Capifrance et OptimHome bientôt revendus


Par Aurélie Tachot | le vendredi 03 août 2018 | Réseaux - Franchise
Capifrance et OptimHome bientôt revendus

Ce n’était donc pas une rumeur ! L’information selon laquelle Artemis, la holding du groupe Pinault, souhaitait se séparer de son pôle immobilier s’est confirmée vendredi. En fin de semaine dernière, le groupe Digit RE, qui détient notamment Capifrance, OptimHome et Refleximmo, a officiellement annoncé que ses actionnaires étaient entrés en négociations exclusives avec le groupe LFPI en vue de la cession de la majorité de son capital.

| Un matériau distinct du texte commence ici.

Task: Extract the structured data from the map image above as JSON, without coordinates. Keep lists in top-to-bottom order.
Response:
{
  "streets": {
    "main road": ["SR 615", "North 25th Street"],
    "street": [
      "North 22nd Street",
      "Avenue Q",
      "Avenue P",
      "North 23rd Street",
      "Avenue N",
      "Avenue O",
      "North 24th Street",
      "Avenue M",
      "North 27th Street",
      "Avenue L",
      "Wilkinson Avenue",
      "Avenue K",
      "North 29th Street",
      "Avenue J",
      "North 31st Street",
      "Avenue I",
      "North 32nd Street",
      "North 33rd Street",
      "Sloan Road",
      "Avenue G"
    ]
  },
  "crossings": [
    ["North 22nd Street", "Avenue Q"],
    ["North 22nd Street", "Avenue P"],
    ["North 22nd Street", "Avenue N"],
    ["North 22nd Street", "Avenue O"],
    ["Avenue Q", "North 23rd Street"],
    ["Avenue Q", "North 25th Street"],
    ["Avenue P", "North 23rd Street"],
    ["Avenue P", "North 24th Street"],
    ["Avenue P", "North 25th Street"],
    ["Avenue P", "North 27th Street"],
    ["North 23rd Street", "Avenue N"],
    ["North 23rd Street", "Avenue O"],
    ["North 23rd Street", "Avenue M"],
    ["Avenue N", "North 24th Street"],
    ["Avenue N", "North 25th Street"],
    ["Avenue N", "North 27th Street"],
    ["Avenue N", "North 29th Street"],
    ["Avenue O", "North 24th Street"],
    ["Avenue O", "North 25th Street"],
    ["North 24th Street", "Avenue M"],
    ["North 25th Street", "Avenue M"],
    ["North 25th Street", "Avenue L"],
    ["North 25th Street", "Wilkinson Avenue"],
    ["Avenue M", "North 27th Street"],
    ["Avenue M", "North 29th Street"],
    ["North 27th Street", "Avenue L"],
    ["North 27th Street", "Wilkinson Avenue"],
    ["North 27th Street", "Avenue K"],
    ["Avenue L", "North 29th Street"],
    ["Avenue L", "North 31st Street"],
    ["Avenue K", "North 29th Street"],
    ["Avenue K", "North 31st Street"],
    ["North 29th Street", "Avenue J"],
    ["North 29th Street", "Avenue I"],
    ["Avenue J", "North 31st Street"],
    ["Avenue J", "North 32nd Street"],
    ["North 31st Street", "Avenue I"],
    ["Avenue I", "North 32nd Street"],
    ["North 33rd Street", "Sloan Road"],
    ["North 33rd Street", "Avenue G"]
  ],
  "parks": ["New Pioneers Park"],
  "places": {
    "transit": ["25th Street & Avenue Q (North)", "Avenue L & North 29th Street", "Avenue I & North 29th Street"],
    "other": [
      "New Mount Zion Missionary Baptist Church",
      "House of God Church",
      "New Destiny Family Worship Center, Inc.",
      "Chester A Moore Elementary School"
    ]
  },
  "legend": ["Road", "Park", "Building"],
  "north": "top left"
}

Digit RE s’apprête à changer de main ! Créé en janvier 2016 par la holding patrimoniale de la famille Pinault – Artémis – le groupe a annoncé, en fin de semaine dernière, être entré en négociations exclusives avec La financière patrimoniale d’investissement (LFPI). ʺCette évolution actionnariale de Digit RE Group s’inscrirait dans la continuité du plan stratégique du groupe tout en renforçant ses ambitions de développementʺ, indique le communiqué de presse. Avec cette opération, qui pourrait se clôturer d’ici la fin de l’année, le fonds d’investissement s’emparerait des sept marques du groupe, acquises ou lancées au fil des années : les réseaux de mandataires Capifrance, OptimHome et Refleximmo (3500 conseillers immobiliers au total), le portail de programmes neufs Immobilier-Neuf, le site d’estimation en ligne Drimki, le réseau de coworking Coworkimmo ainsi que le service de marchand de biens Dili. Grâce à ce rachat, dont le montant est resté confidentiel, LFPI couvrirait ainsi toute la chaîne des services immobiliers, côté acheteurs comme vendeurs.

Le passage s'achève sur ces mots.